Martine Durand: Like most other OECD countries, France is facing rapid population ageing because of low fertility and longer life expectancy. This means the dependency ratio of older people - those aged 65 and over as a proportion of those aged 20-64 - will rise from 25% at present to 50% by 2050. In other words, there will be more older people, but fewer people of working age to support them.

These demographic trends are putting tremendous pressure on the French pension system, which is based on what we call a Pay-As-You-Go (PAYG) distributive principle; people who are currently working pay the pensions of those in retirement. Everybody agrees that reform is necessary; if nothing is done soon, public deficits could rise by some 5% of GDP over the next 30 years. And public debt could more than double. So, without reform now, our children and grandchildren will pay the price.

France: Jobs and older workers
France's labour market is a two-sided coin. On one side, it boasts one of the highest productivity rates per employed worker in the OECD, yet, on the other, there are whole sections of the adult population not in work. Apart from unemployment, which is stubbornly high, the employment of older people is now absorbing considerable public attention. Mobilising these people into the labour market would not only help strengthen French economic performance further, but reduce pressure on pensions and public finances.

The above chart demonstrates some of the challenges of aging populations, early retirement and longer life spans.

The OECD feels that '03 pension reforms are not proving to be as successful as intended

11/03/2005 - A new OECD report, Ageing and Employment Policies in France, notes that the pension system reforms made two years ago have had little effect. Older workers are still quitting the workforce early. Less than half of them move directly from a job to a pension. The rest move to shadowy areas of pre-retirement such as public or private early retirement schemes and unemployment insurance, from which they rarely return to jobs.
I could not find links to a full version of the report--but it looks like it's coming in June.
by wchurchill on Wed Apr 26th, 2006 at 04:09:29 PM EST
I'm adding this link provided by brunoken, French government eyes 'le baby boom'

In Europe 2.1 children per woman is considered to be the population replacement level. These are national averages
Ireland: 1.99
France: 1.90
Norway: 1.81
Sweden 1.75
UK: 1.74
Netherlands: 1.73
Germany: 1.37
Italy: 1.33
Spain: 1.32
Greece: 1.29
Source: Eurostat - 2004 figures

At-a-glance: National policies

With all this, it is maybe not surprising that France is managing to buck the trend of European depopulation. With a fertility rate of 1.916, it is second only to Ireland in the birth stakes and, unlike many countries, its population is growing strongly.

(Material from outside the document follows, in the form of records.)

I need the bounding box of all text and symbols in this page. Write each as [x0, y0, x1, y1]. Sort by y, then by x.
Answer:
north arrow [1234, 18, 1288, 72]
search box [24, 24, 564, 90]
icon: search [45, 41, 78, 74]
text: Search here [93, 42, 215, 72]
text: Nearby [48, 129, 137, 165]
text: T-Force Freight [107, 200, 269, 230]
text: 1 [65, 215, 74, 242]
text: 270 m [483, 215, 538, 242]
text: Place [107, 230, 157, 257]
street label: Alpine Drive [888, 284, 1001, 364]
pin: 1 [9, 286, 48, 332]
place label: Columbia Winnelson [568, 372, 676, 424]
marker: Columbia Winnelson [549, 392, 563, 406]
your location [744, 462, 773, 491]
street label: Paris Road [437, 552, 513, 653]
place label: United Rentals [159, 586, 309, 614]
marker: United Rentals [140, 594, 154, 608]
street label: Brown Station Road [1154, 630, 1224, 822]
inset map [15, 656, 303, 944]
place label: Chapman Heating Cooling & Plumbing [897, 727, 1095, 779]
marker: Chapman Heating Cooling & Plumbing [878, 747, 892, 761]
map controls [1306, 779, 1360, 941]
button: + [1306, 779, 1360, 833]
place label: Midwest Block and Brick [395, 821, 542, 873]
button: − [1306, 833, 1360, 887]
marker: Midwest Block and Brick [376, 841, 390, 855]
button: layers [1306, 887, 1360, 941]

According to recent government figures, France's population should reach 75 million (from 62 million today) by the middle of the century, in the process overtaking Germany - whose numbers the UN says will fall from 82 million to 70.8 million in 2050......
What is particularly gratifying to French planners is that the bulk of the current population increase - put at 0.68% a year - is caused by home-grown births and only a quarter to immigration.

This is an important piece of information, because countries such as Japan and Germany will have the additional problem of declining populations, and in Japan's case complicated with low immigration rates (I believe).  I don't think this changes the need for policy adjustments, as presumably these are the replacement and immigration numbers that are used in the models--note "presuming", we should check that.